Genetics of Aging and Longevity Conference in Sochi, April 2014

Via Maria Konovalenko, I see that the Third International Conference on the Genetics of Aging and Longevity will be held in Sochi, Russia, in April. This is one of the more visible results of the work undertaken by the community of Russian advocates and researchers focused on the extension of health human lifespan. They have a vision for needed research and development that is different from both that of the US mainstream and the disruptive repair-based focus of SENS rejuvenation research, as it is largely informed by programmed aging theories. You can peruse some of the translated downloadable materials at the English language site of the Science for Life Extension Foundation to get an idea of this focus. Alexei Moskaliev's blog is another good resource, though not everything available for viewing there is in English.

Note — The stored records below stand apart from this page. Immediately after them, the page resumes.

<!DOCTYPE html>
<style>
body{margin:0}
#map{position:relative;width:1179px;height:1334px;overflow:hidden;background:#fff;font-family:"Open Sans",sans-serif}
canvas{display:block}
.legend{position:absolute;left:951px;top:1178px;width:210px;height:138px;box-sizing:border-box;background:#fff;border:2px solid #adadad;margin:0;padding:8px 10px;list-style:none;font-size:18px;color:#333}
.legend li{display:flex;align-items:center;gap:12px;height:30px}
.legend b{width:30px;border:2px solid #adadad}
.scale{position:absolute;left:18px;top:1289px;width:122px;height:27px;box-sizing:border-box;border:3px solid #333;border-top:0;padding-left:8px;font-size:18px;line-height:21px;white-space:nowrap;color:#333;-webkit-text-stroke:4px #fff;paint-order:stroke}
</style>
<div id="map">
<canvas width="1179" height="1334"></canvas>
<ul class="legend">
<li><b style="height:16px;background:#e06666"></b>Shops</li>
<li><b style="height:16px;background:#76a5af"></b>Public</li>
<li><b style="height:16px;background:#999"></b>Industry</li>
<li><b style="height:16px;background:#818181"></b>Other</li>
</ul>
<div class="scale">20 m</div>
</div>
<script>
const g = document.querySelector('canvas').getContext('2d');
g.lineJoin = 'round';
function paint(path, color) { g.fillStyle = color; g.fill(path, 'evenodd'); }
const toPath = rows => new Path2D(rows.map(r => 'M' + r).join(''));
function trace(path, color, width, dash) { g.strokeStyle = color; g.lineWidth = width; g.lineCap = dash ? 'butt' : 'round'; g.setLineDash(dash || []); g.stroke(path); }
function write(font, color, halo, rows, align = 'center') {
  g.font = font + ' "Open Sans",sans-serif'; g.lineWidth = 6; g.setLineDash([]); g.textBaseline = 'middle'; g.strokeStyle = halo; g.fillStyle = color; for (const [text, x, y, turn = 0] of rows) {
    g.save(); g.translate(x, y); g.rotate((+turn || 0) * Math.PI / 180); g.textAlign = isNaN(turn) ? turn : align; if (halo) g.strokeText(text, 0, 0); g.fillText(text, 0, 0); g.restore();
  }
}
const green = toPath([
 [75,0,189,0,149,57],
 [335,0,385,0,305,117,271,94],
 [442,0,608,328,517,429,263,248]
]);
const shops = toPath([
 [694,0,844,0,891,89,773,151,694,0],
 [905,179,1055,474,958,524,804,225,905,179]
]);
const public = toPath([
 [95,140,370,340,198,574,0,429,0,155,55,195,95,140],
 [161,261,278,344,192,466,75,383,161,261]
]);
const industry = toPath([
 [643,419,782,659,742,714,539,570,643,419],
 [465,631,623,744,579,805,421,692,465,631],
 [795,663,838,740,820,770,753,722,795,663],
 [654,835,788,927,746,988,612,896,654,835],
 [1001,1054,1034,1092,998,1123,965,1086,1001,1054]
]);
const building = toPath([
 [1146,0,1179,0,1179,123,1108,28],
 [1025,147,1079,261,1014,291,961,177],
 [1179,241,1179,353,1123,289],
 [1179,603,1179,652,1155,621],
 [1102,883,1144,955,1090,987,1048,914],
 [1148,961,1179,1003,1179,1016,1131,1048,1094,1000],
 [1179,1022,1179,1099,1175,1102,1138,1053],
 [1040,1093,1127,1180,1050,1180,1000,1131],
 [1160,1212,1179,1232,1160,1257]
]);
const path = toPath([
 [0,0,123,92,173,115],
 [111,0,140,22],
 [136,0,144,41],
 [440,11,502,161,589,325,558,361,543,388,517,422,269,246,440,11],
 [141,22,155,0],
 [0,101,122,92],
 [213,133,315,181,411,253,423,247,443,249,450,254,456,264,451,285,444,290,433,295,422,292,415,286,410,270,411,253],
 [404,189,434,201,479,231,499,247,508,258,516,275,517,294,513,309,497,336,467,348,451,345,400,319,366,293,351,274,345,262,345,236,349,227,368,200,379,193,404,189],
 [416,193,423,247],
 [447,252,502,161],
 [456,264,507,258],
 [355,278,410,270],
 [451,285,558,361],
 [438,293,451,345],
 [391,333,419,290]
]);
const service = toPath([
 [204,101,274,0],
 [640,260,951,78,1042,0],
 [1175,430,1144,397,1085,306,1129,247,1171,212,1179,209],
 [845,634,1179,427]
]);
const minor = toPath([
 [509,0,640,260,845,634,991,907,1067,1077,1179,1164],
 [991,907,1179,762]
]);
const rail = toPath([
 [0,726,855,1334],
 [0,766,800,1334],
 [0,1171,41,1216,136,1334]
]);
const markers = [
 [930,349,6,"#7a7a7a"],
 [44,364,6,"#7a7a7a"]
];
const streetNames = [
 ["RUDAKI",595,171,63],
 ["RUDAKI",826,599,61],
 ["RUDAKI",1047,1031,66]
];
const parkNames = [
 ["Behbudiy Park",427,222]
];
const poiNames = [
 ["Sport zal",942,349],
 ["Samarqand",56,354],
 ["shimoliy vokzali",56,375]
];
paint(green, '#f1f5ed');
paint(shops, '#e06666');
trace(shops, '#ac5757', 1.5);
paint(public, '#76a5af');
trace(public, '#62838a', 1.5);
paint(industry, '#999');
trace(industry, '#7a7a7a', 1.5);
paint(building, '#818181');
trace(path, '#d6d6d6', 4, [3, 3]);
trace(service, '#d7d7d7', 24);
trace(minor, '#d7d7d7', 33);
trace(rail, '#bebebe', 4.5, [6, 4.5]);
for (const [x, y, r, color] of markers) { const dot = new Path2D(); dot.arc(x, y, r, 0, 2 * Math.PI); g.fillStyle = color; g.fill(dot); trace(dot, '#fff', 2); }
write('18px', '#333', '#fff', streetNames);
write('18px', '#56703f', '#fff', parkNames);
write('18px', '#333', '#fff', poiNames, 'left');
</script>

While I might not agree with the viability of work based on an assumption of programmed aging, the energetic Russian contingent of the broader community does great work, and helps to bring greater attention to the field as a whole. Their unabashed and straightforward focus on radical life extension and the end of degenerative aging as logical and desirable goals of aging research is very welcome, and I'd like to see more of that from the English language scientific community. The Genetics of Aging and Longevity conference series in particular is turning into an influential event, and the list of those involved looks like a Who's Who of noteworthy figures in mainstream aging and longevity research.

Third International Conference on the Genetics of Aging and Longevity

The third international conference "Genetics of aging and longevity" will take place in Sochi, Russia from 6th till 10th of April, 2014. The event is held by "Science for Life Extension" foundation and Institute of Biology of Ural department of Russian Academy of Science.

With this conference being held once in two years, it is the fourth time for it to happen and the third time to be international. As a result of the previous conference in 2012, this event has become the central discussing board of longevity and aging issues in Russia, uniting the field's leading scientists from all over the world. Having received wide international recognition, it has become a must-see point in longevity science agenda.

Back in 2012, more than 700 people visited the conference in four days of its work, including genetics scientists, bio-informatics specialists, biologists, doctors, journalists, entrepreneurs and investors. Conference of 2014 will bring together some of the most well-known scientists and representatives of the world's leading longevity laboratories and institutions from the US, Europe, Russia and Asia. The program committee consists of thirty experts responsible for delivering the highest level of scientific content possible and providing the latest data.

Experts, business representatives, public figures and authorities will join together to discuss fundamental science as well as more practical applied science issues. Along with the unique scientific content, round tables and informal meetings with world's leading experts will be held, giving everyone a chance to discuss a large variety of questions, including investment opportunities in the field of slowing aging and treating age-related diseases.

The event will reveal the on-growing demand on longevity research both in science and in business. Some of the materials for the "Genetics of aging and longevity" conference have never been published before and will be first presented on the conference, forecasting the future of longevity science. We welcome you to one of the most exciting science events of 2014!


For an even more depressing instance of the programmed aging community, one need look no farther than this month's "Cryonics" magazine, where they interview Joshua Mitteldorf about programmed aging. I found his explanations and evidence for programmed aging to be weak at best, and in most cases simply ignoring countervailing factors which provide better explanations.

Aging is a complicated process, and while there quite probably are small areas in which programmed aging occurs, to place this much focus on it, when there are clearly better alternatives to be working on, seems irresponsible.